## [What is expected]
From the records below, print only the part that opens with the line containing "List all labels, markers" and closes with the line containing "Give bounding boxes"; omit the pictures.

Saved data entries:
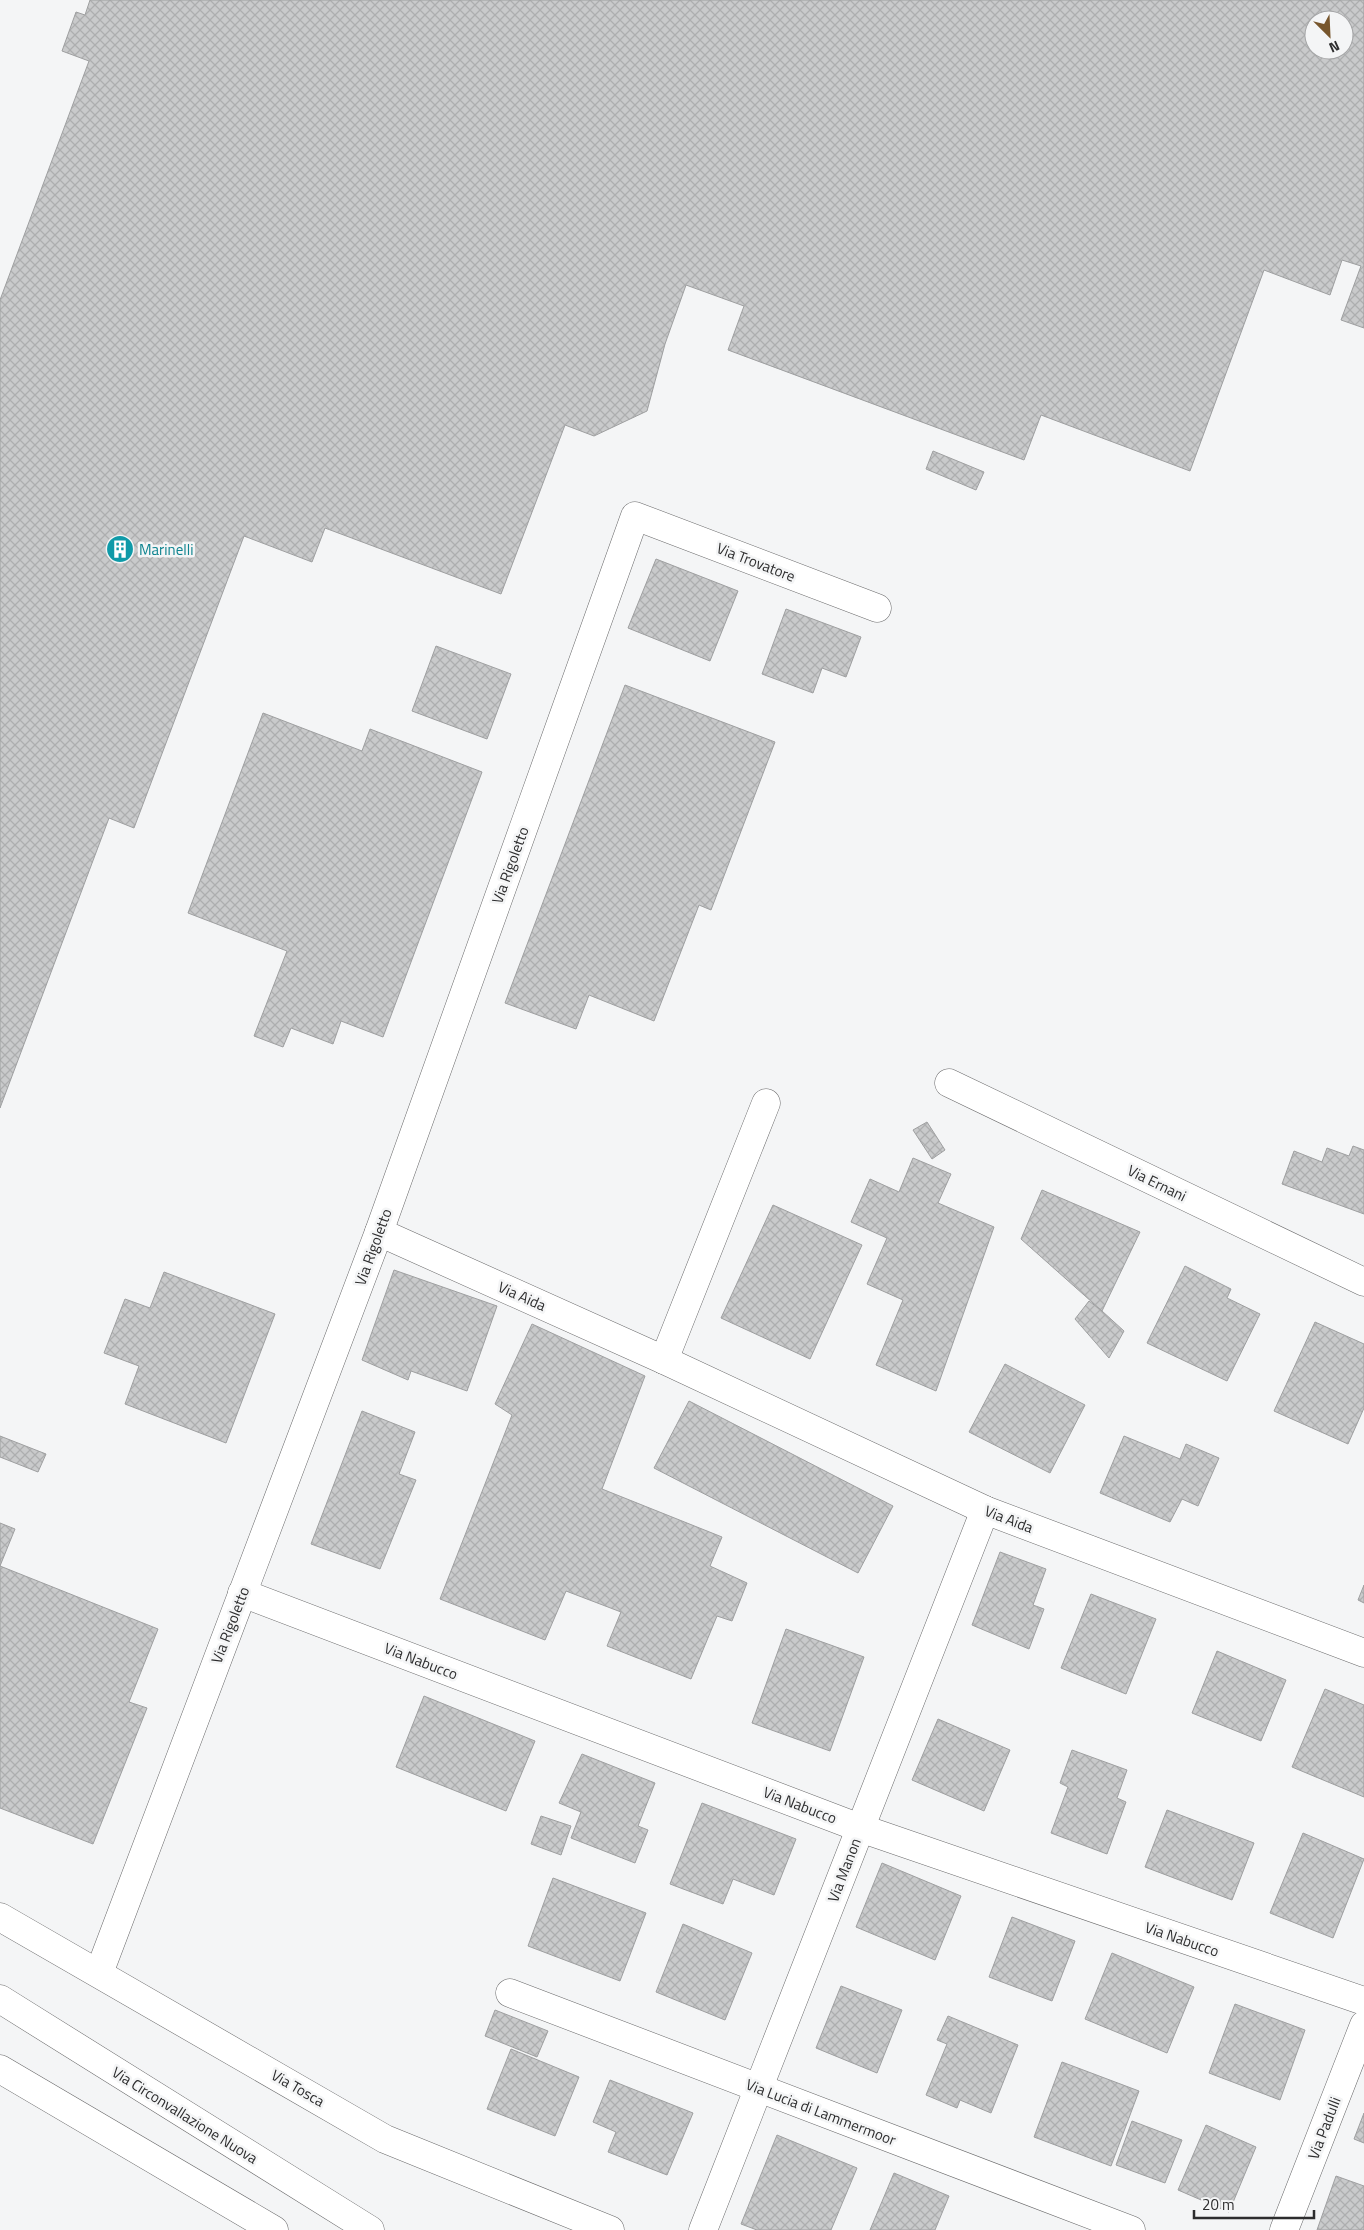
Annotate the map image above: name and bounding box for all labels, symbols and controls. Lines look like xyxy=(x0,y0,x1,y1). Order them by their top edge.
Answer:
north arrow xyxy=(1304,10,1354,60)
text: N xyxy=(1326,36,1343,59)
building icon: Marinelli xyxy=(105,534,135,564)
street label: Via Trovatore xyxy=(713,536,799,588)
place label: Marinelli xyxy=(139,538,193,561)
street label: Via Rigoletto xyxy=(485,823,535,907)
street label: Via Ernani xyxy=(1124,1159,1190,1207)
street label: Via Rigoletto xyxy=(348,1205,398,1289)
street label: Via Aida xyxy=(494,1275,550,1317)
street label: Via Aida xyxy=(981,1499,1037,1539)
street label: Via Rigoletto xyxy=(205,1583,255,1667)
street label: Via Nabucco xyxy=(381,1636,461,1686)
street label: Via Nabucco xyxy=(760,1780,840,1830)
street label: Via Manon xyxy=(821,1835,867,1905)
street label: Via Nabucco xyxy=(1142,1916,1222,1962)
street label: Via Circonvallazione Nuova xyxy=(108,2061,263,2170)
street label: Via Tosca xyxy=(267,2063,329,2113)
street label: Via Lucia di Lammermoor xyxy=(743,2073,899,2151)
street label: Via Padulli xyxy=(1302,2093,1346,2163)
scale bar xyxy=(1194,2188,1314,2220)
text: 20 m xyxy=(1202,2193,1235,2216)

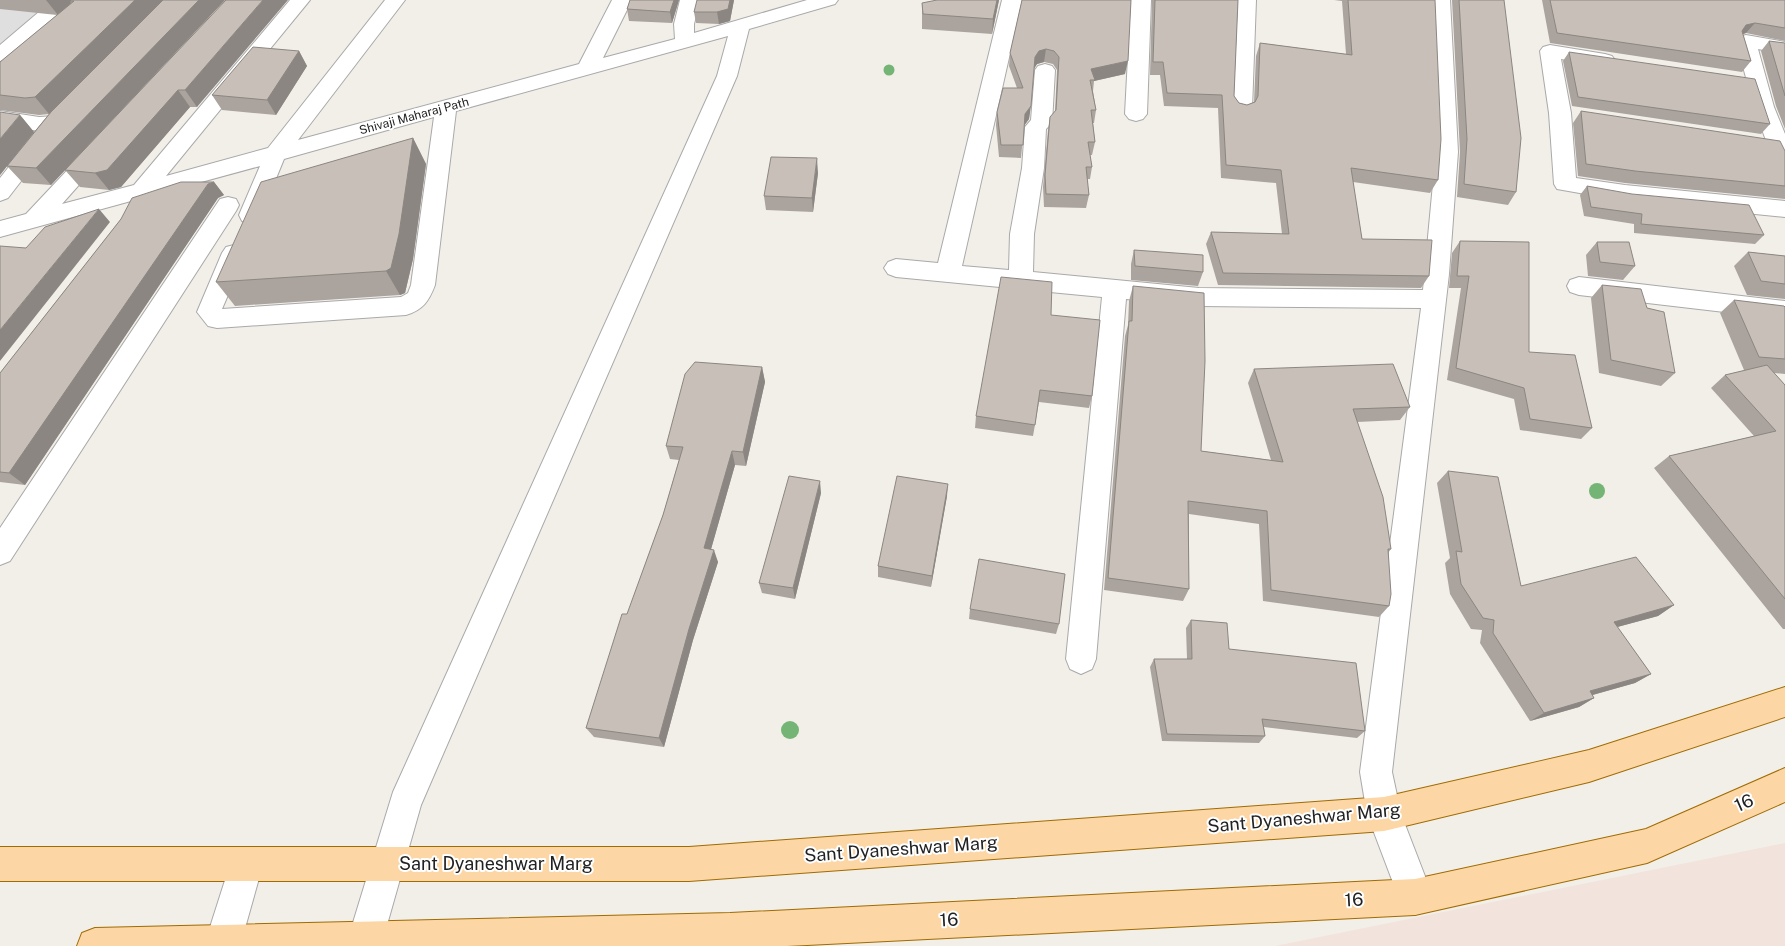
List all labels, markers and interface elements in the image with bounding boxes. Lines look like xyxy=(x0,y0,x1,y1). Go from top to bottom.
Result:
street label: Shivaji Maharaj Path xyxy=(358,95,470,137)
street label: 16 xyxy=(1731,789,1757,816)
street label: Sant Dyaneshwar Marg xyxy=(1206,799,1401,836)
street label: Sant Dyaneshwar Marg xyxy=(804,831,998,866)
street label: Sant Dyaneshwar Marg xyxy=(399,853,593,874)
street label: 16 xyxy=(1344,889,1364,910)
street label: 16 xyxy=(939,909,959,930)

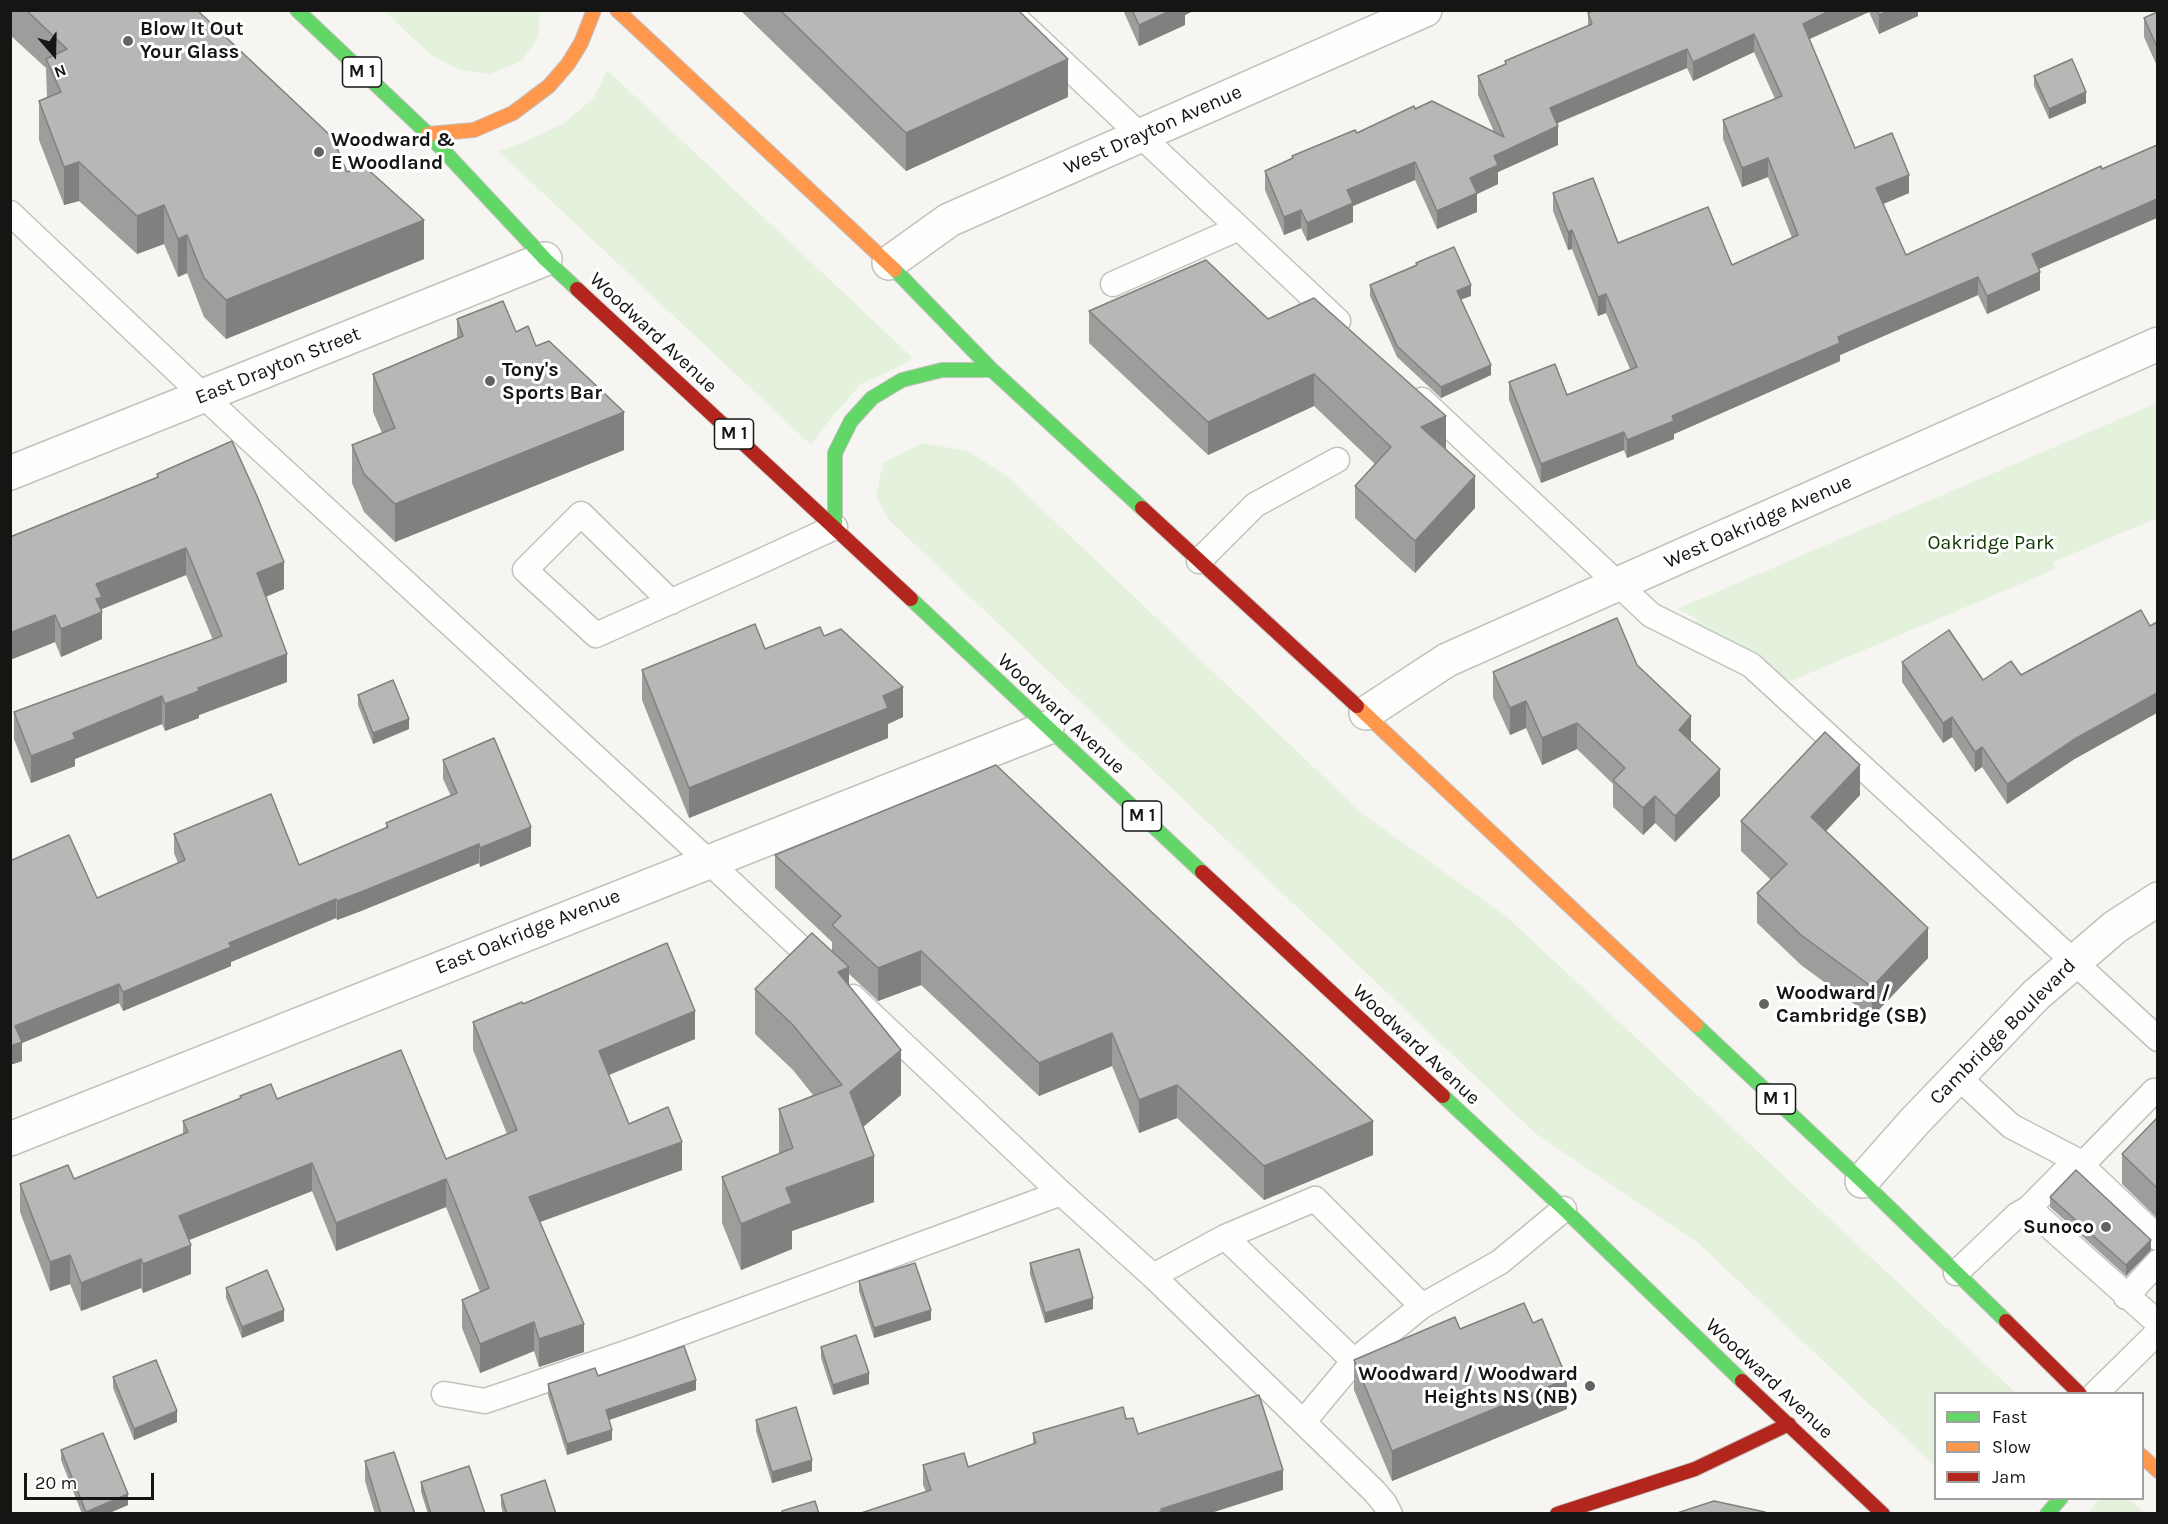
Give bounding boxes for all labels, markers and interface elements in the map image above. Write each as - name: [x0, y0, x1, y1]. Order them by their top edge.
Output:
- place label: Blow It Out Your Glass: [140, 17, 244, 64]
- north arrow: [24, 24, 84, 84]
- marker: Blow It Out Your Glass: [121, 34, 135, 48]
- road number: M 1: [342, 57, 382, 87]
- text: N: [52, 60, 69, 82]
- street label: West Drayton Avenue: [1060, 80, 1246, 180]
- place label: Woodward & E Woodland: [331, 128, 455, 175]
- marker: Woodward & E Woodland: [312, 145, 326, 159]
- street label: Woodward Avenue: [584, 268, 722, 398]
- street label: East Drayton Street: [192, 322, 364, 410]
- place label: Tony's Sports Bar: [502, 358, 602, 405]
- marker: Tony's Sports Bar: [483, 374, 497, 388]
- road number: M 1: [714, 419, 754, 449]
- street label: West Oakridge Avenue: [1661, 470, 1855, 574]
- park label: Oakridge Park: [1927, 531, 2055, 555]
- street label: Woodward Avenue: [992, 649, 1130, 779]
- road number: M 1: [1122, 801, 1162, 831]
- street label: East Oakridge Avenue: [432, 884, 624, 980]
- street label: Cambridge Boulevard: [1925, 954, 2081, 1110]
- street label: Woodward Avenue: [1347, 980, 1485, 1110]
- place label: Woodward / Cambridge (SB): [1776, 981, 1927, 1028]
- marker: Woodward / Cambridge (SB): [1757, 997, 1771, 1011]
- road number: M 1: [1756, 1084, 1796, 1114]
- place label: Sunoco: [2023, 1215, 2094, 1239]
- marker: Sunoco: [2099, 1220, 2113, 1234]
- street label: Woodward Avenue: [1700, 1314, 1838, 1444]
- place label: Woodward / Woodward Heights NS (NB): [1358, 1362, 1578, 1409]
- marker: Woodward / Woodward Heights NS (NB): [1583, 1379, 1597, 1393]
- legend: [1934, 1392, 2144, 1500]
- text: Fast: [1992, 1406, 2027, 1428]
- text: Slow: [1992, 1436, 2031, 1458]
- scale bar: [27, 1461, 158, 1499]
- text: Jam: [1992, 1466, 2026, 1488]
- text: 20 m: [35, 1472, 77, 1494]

## [Expected answer]
List all labels, markers and interface elements in the image with bounding boxes. Lines look like xyxy=(x0,y0,x1,y1). Go from top to bottom.
Result:
street label: Shivaji Maharaj Path xyxy=(358,95,470,137)
street label: 16 xyxy=(1731,789,1757,816)
street label: Sant Dyaneshwar Marg xyxy=(1206,799,1401,836)
street label: Sant Dyaneshwar Marg xyxy=(804,831,998,866)
street label: Sant Dyaneshwar Marg xyxy=(399,853,593,874)
street label: 16 xyxy=(1344,889,1364,910)
street label: 16 xyxy=(939,909,959,930)

Give bounding boxes for all labels, markers and interface elements in the map image above. Write each as - name: [x0, y0, x1, y1]. Order them by their top edge.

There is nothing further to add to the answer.